▸ Assignment
Using the records below, write out again exactly the lines that begin at the line containing "position:absolute; width:15px; height:15px;" and end at the line containing "#0004; left:20px; top:90px;", and no other lines.

▸ Stored data
——

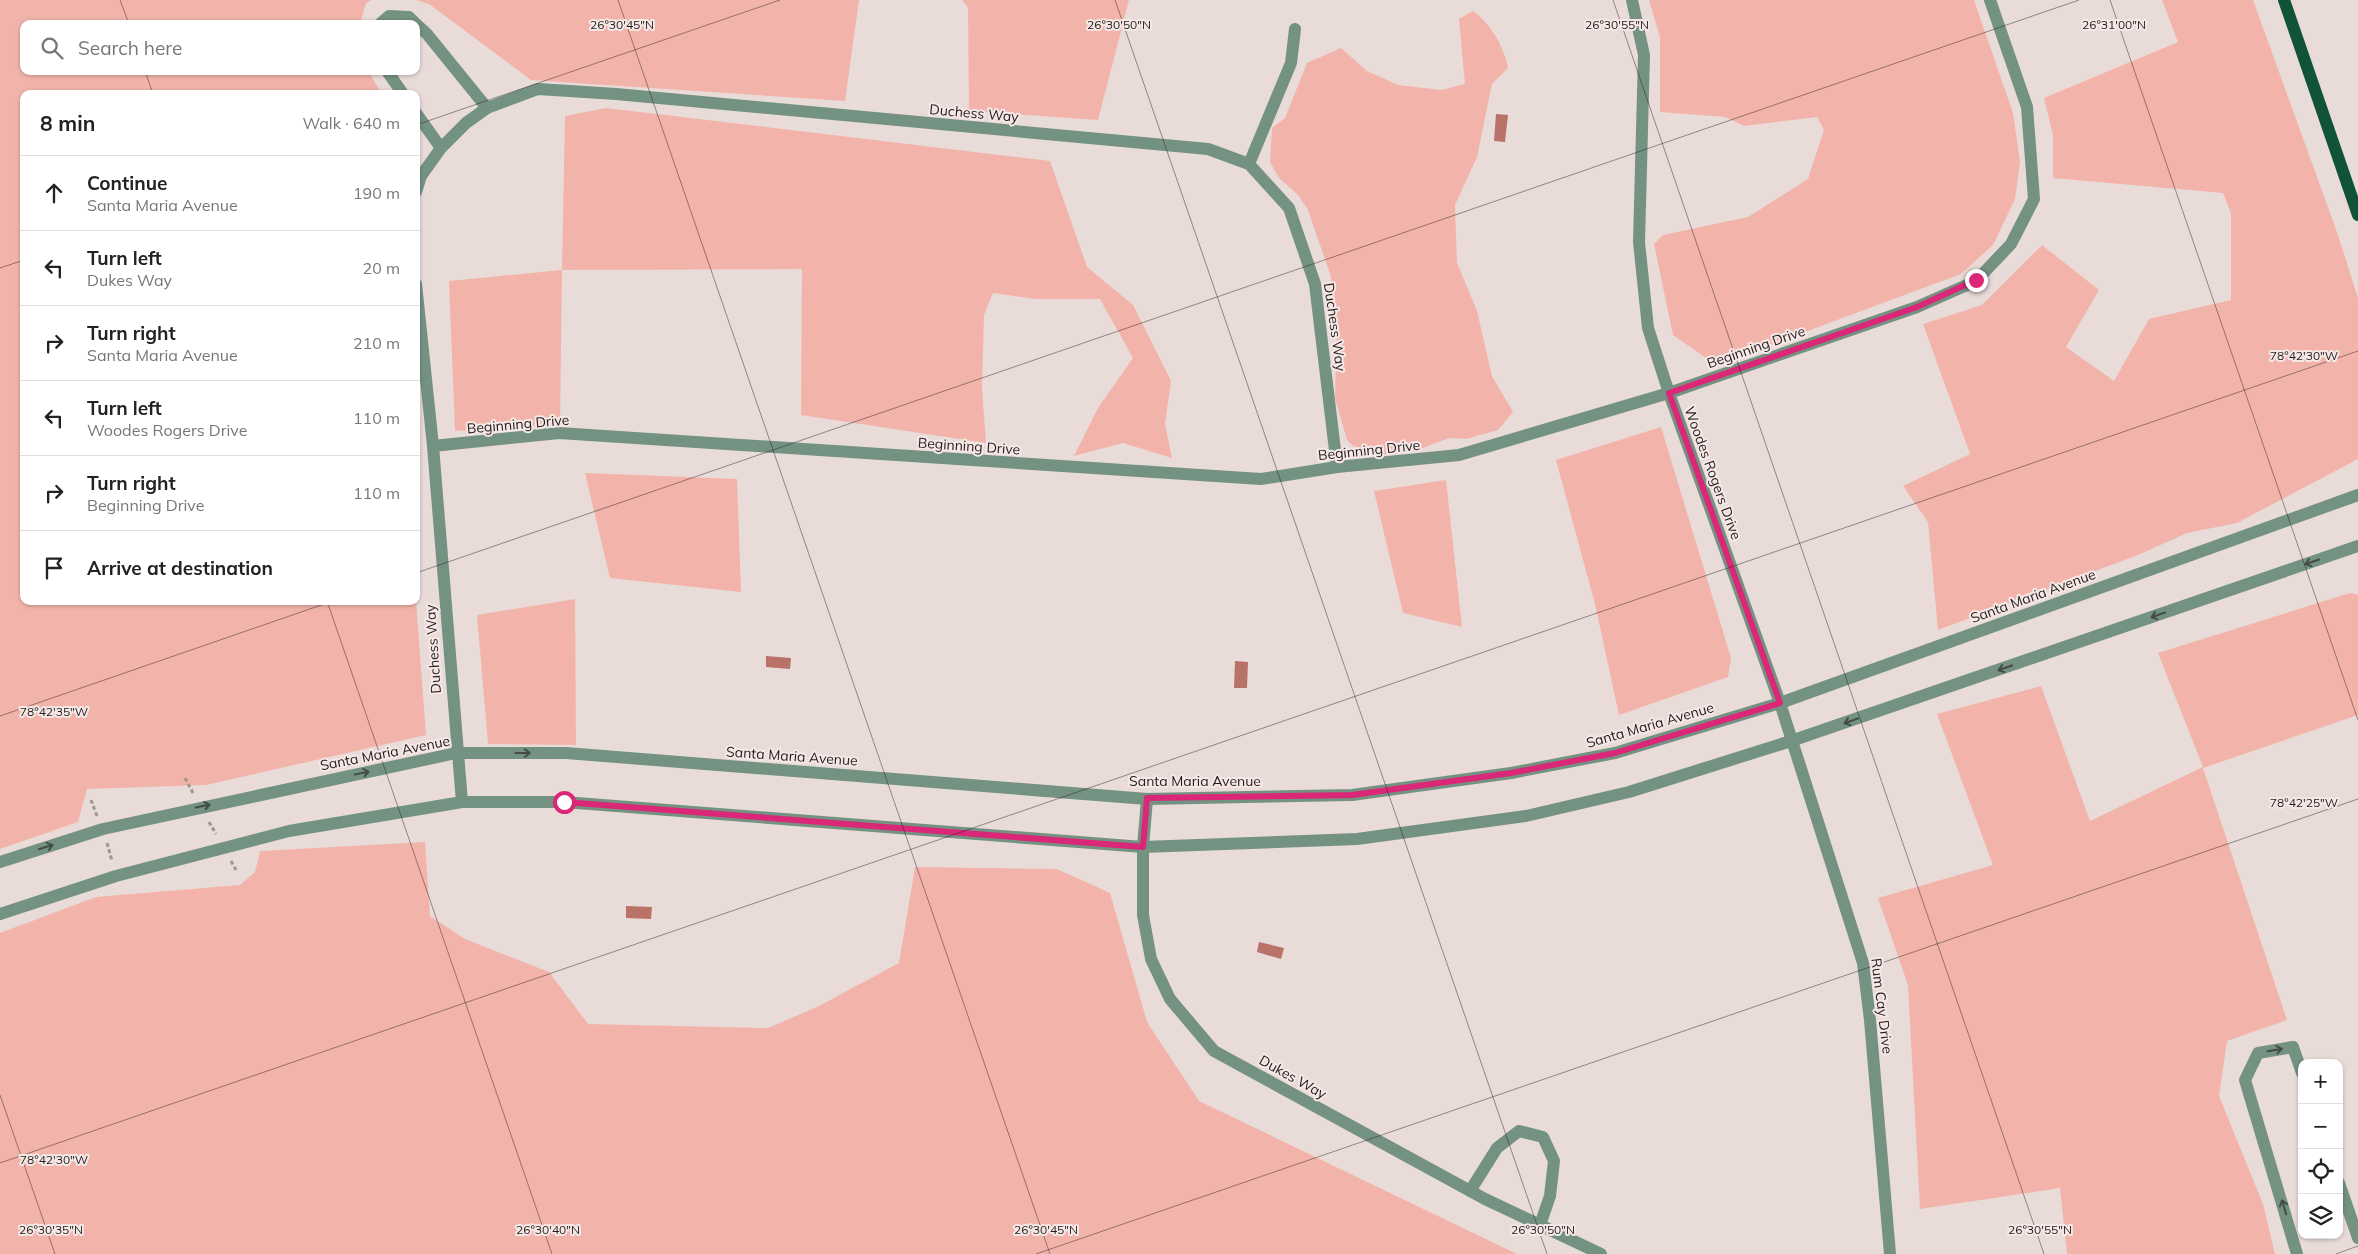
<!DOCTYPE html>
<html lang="en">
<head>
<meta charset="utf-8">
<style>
  :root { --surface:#fff; --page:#f2f2f2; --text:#222; --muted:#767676; --line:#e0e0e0 }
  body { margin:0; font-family:Mulish,sans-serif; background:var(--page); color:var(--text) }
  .controls { position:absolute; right:15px; bottom:15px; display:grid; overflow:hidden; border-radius:10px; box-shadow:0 1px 4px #0004 }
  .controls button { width:45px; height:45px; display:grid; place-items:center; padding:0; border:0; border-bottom:1px solid var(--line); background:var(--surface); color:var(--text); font:25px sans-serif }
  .stop { position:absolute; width:15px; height:15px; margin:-11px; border:4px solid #db2777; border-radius:50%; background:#fff }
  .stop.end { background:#db2777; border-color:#fff; box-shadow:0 1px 5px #0008 }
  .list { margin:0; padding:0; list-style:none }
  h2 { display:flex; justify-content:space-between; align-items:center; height:65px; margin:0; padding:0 20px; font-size:21px }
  h2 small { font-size:16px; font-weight:400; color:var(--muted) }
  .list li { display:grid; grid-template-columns:32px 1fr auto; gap:15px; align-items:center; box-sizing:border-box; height:75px; padding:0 20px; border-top:1px solid var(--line) }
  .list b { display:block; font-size:19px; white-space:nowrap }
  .list p { margin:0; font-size:16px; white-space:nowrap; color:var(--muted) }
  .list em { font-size:16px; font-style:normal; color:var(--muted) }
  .icon { flex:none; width:28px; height:28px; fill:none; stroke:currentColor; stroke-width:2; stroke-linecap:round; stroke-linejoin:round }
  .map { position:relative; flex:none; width:2358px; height:1254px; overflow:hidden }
  .search { position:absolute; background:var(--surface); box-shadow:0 1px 4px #0004; left:20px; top:20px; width:400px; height:55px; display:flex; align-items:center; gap:12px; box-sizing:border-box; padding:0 18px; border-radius:10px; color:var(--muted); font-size:19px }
  .panel { position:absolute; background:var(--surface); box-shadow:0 1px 4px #0004; left:20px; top:90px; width:400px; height:515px; border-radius:10px }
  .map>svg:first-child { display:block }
  .green { fill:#f2b4aa }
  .water { fill:#b97267 }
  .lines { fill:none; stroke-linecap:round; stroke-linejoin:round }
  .path { stroke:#a19694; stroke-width:3; stroke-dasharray:4 2.5; stroke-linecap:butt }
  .minor { stroke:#749282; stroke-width:12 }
  .major { stroke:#115338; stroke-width:12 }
  .oneway { stroke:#434c45 }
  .route { stroke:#db2777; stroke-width:6 }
  .ticks { fill:none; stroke:#221d1c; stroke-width:1; stroke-opacity:0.45 }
  .labels { text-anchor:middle; stroke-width:4; stroke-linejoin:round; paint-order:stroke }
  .street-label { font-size:14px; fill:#221d1c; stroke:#f6e8e6 }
  .ticks-label { font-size:12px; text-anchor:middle; fill:#221d1c; stroke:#f6e8e6; stroke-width:4; stroke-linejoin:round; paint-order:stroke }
</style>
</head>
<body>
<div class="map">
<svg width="2358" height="1254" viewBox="0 0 2358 1254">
  <rect width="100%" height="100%" fill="#e9dbd8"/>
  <g class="green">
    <polygon points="0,0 372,0 366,3 360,24 24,24 24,71 368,71 382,94 24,94 24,601 416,601 426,735 206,785 87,789 78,822 0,849"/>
    <polygon points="416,0 859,0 845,101 531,80 429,4"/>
    <polygon points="962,0 1129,0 1098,120 969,111 968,8"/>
    <polygon points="1649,0 1974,0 2013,113 2020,162 2015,199 1993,245 1961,274 1716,365 1673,335 1654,244 1663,235 1748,217 1808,179 1824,130 1817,117 1744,126 1725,117 1660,112 1660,37"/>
    <polygon points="2162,0 2253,0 2338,235 2358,298 2358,459 2237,523 2187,533 2138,555 1938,630 1928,522 1903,486 1970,454 1923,324 1982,305 2042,245 2099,290 2066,347 2114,381 2149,319 2231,300 2231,213 2223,193 2053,178 2053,135 2044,98 2178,42"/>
    <path d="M1473,11C1491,24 1504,47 1508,68L1492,84L1477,157L1455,205L1457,263L1477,311L1492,376L1513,412L1498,430L1466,439L1449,438L1418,450L1409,447L1386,455L1353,446L1347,440L1335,398L1337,329L1331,277L1308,210L1298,195L1279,178L1270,162L1272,128L1285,118L1307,63L1341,48L1367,71L1398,85L1441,90L1465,84L1459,19Z"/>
    <polygon points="606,108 1050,161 1087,267 1133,305 1171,381 1165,424 1172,458 1123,443 1074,456 1098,408 1133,358 1100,299 1035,299 993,293 984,315 982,388 986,443 801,415 802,269 562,270 560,424 455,431 449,281 562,270 565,116"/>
    <polygon points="1661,427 1731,658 1728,677 1619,715 1595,604 1556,460"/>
    <polygon points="585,473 737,479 741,592 610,578"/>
    <polygon points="1446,480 1462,627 1403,613 1374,491"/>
    <polygon points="2350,593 2358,595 2358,715 2203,768 2287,1020 2227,1041 2219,1096 2263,1204 2275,1254 2067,1254 2060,1188 1920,1209 1908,985 1878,898 1993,865 1937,714 2041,686 2090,821 2203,767 2158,653"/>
    <polygon points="575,599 576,745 488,744 477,615"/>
    <polygon points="425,842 430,916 465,939 549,972 588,1024 768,1028 819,1006 899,963 915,867 1057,869 1110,893 1147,1022 1199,1101 1517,1254 0,1254 0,933 96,897 240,885 255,872 260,851"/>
  </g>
  <g class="water">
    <polygon points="1496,114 1508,115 1505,142 1494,141"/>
    <polygon points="766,656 791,658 790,669 766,667"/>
    <polygon points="1235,661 1248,662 1247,688 1234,688"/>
    <polygon points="626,906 652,907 651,919 626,918"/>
    <polygon points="1259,942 1284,948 1281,959 1257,952"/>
  </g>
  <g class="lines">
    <g class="path">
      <polyline points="185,778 193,793"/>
      <polyline points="91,800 97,816"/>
      <polyline points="209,822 216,834"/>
      <polyline points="107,843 112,861"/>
      <polyline points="231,861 236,870"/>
    </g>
    <g class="minor">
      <polyline points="1632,0 1644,55 1639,242 1648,328 1669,393 1780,703 1863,963 1870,1020 1890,1254"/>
      <polyline points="380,24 389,16 409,17 416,24"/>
      <polyline points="416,24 427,34 487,108"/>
      <polyline points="387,71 403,94"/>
      <polyline points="416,113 441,148"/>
      <polyline points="1249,164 1291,63 1295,29"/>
      <polyline points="416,192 421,176 441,148 466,123 487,108 538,89 616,94 1208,149 1249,164 1289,208 1315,284 1337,467"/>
      <polyline points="416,284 433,446 462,802"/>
      <polyline points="433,446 559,433 1261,479 1337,467 1459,455 1669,393 1917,307 1976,281 2011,244 2034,199 2027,107 1990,0"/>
      <polyline points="1147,799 1143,847 1143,915 1151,959 1170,999 1214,1051 1485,1199 1601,1254"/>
      <polyline points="0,862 103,829 456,753 566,753 1147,799 1352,795 1511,773 1615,753 1780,703 2358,495"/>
      <polyline points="0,914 116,876 289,831 462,802 564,802 1143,847 1357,839 1526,816 1629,792 1791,741 2358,546"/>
      <polyline points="2339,1183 2358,1238"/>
      <polyline points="1470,1191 1497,1148 1519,1131 1543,1137 1554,1161 1550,1196 1540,1225"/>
      <polyline points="2297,1254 2245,1080 2258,1053 2293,1047 2302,1073"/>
    </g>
    <polyline class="major" points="2284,0 2358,215"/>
  </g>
  <defs><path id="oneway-shaft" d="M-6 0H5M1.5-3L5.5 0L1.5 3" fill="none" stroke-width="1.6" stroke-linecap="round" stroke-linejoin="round" transform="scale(1.25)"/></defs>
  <g class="oneway">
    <use href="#oneway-shaft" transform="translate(2312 562) rotate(161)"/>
    <use href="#oneway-shaft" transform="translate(2158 615) rotate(161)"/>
    <use href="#oneway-shaft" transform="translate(2005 668) rotate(161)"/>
    <use href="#oneway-shaft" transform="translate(1851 721) rotate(161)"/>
    <use href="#oneway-shaft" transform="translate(523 753)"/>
    <use href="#oneway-shaft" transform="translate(362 773) rotate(-12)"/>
    <use href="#oneway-shaft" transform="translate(203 806) rotate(-12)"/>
    <use href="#oneway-shaft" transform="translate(46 847) rotate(-18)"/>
    <use href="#oneway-shaft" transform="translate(2275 1050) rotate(-10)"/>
    <use href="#oneway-shaft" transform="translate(2284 1207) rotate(-107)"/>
  </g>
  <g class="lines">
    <polyline class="route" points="564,802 1143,847 1147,798 1352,795 1511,773 1615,753 1780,703 1669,393 1917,307 1976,280"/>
  </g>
  <path class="ticks" d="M120,0L129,24M618,0L1050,1254M1115,0L1547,1254M1613,0L2044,1254M2110,0L2358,720M145,71L153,94M416,125L780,0M0,268L24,260M416,573L2079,0M327,601L552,1254M0,716L333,601M0,1095L55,1254M0,1163L2358,351M1036,1254L2358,799M2336,1254L2358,1246"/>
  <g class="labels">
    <g class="street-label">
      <text transform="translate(974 113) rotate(5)" y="5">Duchess Way</text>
      <text transform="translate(1335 327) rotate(82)" y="5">Duchess Way</text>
      <text transform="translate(1756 347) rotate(-19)" y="5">Beginning Drive</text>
      <text transform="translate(518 424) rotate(-5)" y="5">Beginning Drive</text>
      <text transform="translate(969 446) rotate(4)" y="5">Beginning Drive</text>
      <text transform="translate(1369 450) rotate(-6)" y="5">Beginning Drive</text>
      <text transform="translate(1713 473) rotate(70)" y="5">Woodes Rogers Drive</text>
      <text transform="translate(2033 596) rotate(-20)" y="5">Santa Maria Avenue</text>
      <text transform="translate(433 649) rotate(-94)" y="5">Duchess Way</text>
      <text transform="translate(1650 725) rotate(-16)" y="5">Santa Maria Avenue</text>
      <text transform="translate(385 753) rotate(-11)" y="5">Santa Maria Avenue</text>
      <text transform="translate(792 756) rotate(4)" y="5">Santa Maria Avenue</text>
      <text x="1195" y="786">Santa Maria Avenue</text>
      <text transform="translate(1882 1006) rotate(83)" y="5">Rum Cay Drive</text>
      <text transform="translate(1293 1077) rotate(29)" y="5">Dukes Way</text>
    </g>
  </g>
  <g class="ticks-label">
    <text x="2114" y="29">26°31'00"N</text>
    <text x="622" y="29">26°30'45"N</text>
    <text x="1119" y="29">26°30'50"N</text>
    <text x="1617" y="29">26°30'55"N</text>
    <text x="2304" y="360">78°42'30"W</text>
    <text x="54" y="716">78°42'35"W</text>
    <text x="2304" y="807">78°42'25"W</text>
    <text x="54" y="1164">78°42'30"W</text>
    <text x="51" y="1234">26°30'35"N</text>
    <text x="548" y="1234">26°30'40"N</text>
    <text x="1046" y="1234">26°30'45"N</text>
    <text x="1543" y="1234">26°30'50"N</text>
    <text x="2040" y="1234">26°30'55"N</text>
  </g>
</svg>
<div class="controls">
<button>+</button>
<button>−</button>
<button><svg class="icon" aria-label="locate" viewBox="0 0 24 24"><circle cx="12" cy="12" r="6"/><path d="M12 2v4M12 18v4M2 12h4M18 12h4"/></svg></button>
<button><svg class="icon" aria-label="layers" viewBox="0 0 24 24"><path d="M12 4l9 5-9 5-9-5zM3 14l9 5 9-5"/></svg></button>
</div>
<div class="stop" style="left:564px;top:802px"></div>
<div class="stop end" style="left:1976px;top:280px"></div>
<div class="search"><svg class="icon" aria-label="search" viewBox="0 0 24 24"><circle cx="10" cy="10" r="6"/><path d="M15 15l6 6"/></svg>Search here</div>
<section class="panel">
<h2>8 min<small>Walk · 640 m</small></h2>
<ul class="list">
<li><svg class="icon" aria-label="ahead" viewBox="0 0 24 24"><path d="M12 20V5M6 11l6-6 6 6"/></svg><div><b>Continue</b><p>Santa Maria Avenue</p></div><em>190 m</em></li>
<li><svg class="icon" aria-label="left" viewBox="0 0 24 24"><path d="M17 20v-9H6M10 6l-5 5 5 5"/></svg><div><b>Turn left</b><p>Dukes Way</p></div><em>20 m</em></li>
<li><svg class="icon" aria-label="right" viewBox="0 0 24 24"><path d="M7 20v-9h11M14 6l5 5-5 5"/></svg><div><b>Turn right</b><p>Santa Maria Avenue</p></div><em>210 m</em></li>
<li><svg class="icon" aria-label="left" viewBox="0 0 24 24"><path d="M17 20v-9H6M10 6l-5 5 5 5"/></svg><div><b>Turn left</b><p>Woodes Rogers Drive</p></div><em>110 m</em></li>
<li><svg class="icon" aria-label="right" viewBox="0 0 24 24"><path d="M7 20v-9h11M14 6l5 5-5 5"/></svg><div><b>Turn right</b><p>Beginning Drive</p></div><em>110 m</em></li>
<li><svg class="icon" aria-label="arrive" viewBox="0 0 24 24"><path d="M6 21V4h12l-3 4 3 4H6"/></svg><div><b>Arrive at destination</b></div></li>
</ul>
</section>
</div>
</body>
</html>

——

▸ The answer
  .stop { position:absolute; width:15px; height:15px; margin:-11px; border:4px solid #db2777; border-radius:50%; background:#fff }
  .stop.end { background:#db2777; border-color:#fff; box-shadow:0 1px 5px #0008 }
  .list { margin:0; padding:0; list-style:none }
  h2 { display:flex; justify-content:space-between; align-items:center; height:65px; margin:0; padding:0 20px; font-size:21px }
  h2 small { font-size:16px; font-weight:400; color:var(--muted) }
  .list li { display:grid; grid-template-columns:32px 1fr auto; gap:15px; align-items:center; box-sizing:border-box; height:75px; padding:0 20px; border-top:1px solid var(--line) }
  .list b { display:block; font-size:19px; white-space:nowrap }
  .list p { margin:0; font-size:16px; white-space:nowrap; color:var(--muted) }
  .list em { font-size:16px; font-style:normal; color:var(--muted) }
  .icon { flex:none; width:28px; height:28px; fill:none; stroke:currentColor; stroke-width:2; stroke-linecap:round; stroke-linejoin:round }
  .map { position:relative; flex:none; width:2358px; height:1254px; overflow:hidden }
  .search { position:absolute; background:var(--surface); box-shadow:0 1px 4px #0004; left:20px; top:20px; width:400px; height:55px; display:flex; align-items:center; gap:12px; box-sizing:border-box; padding:0 18px; border-radius:10px; color:var(--muted); font-size:19px }
  .panel { position:absolute; background:var(--surface); box-shadow:0 1px 4px #0004; left:20px; top:90px; width:400px; height:515px; border-radius:10px }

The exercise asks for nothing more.